• _What the task asks_: In the entries below, print exactly the lines from the first through the one with "position:relative; width:629px; height:840px;", both included, and none of the pictures.

• _Task data_:
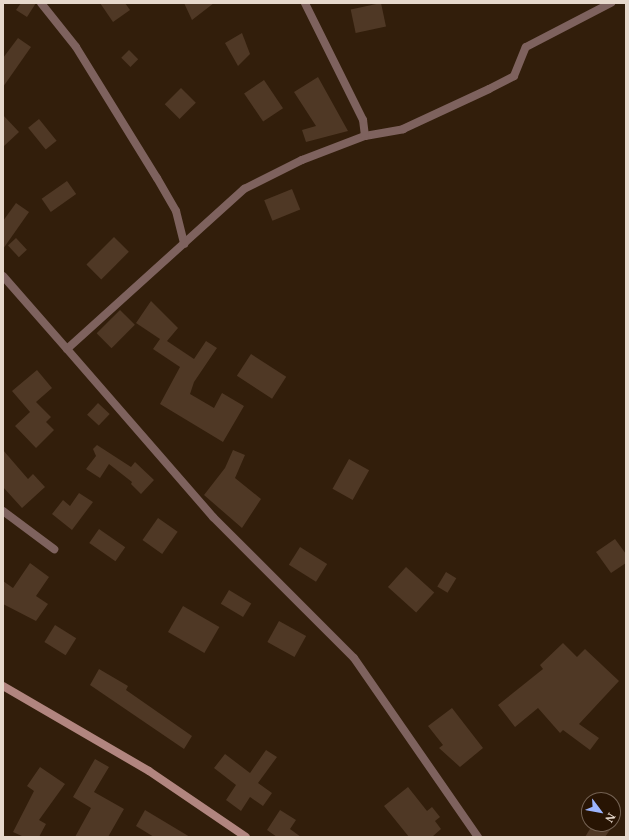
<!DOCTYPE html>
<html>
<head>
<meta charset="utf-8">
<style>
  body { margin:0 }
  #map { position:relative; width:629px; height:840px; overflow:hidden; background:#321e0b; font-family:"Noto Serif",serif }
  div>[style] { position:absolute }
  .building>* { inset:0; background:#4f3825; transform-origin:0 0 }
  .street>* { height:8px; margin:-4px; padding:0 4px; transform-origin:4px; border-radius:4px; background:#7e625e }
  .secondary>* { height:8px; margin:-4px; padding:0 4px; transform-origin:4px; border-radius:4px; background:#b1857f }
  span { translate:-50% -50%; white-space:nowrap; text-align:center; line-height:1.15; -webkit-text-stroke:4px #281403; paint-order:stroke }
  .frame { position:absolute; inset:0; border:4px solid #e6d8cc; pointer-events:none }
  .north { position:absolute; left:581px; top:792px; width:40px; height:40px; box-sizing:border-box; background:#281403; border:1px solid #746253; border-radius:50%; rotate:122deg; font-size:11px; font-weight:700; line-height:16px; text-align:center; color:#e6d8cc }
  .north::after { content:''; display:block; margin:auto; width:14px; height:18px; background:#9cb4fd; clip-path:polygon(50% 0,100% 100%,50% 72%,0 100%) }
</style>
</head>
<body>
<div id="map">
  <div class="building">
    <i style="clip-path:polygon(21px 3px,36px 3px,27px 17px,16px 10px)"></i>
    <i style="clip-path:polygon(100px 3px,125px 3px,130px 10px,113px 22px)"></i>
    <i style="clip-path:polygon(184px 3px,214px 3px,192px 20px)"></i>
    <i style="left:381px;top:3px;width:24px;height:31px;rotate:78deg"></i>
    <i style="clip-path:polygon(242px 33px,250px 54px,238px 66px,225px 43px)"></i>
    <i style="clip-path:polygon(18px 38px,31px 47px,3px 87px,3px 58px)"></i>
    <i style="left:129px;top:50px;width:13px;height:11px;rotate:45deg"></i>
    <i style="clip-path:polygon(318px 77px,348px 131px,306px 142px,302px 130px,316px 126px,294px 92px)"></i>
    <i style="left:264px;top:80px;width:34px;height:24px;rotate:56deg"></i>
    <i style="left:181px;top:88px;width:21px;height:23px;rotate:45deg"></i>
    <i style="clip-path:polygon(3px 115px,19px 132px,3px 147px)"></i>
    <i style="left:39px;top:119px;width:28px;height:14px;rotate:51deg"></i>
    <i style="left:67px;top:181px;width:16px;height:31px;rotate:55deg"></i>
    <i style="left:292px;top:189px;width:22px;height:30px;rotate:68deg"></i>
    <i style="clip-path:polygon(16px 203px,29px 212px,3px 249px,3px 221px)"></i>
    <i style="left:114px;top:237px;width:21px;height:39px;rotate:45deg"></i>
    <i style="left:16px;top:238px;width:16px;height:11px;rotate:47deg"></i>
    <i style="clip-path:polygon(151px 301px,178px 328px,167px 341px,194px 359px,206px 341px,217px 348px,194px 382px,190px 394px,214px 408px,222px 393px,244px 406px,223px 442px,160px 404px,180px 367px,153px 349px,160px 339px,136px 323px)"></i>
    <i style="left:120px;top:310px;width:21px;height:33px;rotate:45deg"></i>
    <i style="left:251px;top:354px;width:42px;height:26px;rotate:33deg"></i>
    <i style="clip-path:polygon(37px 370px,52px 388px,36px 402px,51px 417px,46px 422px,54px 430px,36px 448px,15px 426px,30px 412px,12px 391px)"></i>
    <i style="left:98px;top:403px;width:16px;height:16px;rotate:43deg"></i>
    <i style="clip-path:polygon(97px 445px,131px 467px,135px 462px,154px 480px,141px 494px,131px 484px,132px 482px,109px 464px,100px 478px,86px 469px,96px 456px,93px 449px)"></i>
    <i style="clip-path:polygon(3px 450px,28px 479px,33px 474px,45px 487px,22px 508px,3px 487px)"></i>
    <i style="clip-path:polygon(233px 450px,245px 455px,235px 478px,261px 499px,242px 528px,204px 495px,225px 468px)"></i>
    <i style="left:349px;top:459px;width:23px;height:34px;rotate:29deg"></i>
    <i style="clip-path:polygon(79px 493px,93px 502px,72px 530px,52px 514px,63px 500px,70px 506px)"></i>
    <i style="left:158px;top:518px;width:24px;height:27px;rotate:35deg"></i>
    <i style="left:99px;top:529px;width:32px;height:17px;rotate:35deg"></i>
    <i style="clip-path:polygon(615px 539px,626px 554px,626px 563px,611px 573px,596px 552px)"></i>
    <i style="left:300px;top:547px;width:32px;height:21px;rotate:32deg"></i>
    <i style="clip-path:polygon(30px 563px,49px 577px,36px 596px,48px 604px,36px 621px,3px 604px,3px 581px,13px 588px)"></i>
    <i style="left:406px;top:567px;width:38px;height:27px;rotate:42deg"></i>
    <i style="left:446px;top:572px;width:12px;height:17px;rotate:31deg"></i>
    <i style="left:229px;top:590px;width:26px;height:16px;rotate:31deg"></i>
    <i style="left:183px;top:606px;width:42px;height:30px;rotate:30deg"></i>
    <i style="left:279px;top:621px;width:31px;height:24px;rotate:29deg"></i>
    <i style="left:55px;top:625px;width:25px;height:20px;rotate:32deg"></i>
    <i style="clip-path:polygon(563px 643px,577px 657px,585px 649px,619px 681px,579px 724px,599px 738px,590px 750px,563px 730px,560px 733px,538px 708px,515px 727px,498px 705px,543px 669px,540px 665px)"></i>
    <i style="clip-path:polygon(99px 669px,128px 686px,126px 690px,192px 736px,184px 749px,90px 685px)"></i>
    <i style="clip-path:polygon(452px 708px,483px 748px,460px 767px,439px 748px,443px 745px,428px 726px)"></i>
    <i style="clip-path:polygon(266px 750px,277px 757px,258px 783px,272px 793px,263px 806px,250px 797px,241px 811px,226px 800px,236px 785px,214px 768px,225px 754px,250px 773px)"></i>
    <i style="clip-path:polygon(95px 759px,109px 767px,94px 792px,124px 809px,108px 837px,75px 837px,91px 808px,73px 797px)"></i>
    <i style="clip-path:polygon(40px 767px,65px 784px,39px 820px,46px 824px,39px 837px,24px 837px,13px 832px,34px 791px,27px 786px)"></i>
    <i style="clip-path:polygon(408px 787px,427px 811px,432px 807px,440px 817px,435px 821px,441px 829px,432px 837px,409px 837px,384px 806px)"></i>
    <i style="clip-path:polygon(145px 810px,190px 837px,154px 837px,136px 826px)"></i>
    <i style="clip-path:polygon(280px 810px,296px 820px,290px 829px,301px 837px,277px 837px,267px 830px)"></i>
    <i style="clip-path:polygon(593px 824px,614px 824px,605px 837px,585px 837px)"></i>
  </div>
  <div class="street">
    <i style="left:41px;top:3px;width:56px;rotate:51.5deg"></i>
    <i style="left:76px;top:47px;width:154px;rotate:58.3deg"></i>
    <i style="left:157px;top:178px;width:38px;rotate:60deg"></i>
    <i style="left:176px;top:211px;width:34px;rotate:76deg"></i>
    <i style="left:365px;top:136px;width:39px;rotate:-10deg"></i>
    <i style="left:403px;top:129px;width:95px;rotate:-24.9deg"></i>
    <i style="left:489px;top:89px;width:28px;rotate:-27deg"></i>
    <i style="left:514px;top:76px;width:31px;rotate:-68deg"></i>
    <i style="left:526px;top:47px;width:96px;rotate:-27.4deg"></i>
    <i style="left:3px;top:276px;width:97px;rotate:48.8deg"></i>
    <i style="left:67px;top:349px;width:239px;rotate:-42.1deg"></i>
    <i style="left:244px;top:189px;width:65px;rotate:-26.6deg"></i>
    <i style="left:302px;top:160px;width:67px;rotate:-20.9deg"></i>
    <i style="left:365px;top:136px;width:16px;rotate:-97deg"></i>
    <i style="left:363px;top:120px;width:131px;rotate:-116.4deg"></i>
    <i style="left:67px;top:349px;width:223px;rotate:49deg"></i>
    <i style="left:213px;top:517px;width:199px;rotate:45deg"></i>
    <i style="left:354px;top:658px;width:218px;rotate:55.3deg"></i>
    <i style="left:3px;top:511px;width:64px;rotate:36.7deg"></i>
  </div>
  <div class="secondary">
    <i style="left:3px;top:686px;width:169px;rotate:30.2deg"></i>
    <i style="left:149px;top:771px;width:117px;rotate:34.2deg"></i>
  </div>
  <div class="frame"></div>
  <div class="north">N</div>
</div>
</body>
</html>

• _Exercise output_:
<!DOCTYPE html>
<html>
<head>
<meta charset="utf-8">
<style>
  body { margin:0 }
  #map { position:relative; width:629px; height:840px; overflow:hidden; background:#321e0b; font-family:"Noto Serif",serif }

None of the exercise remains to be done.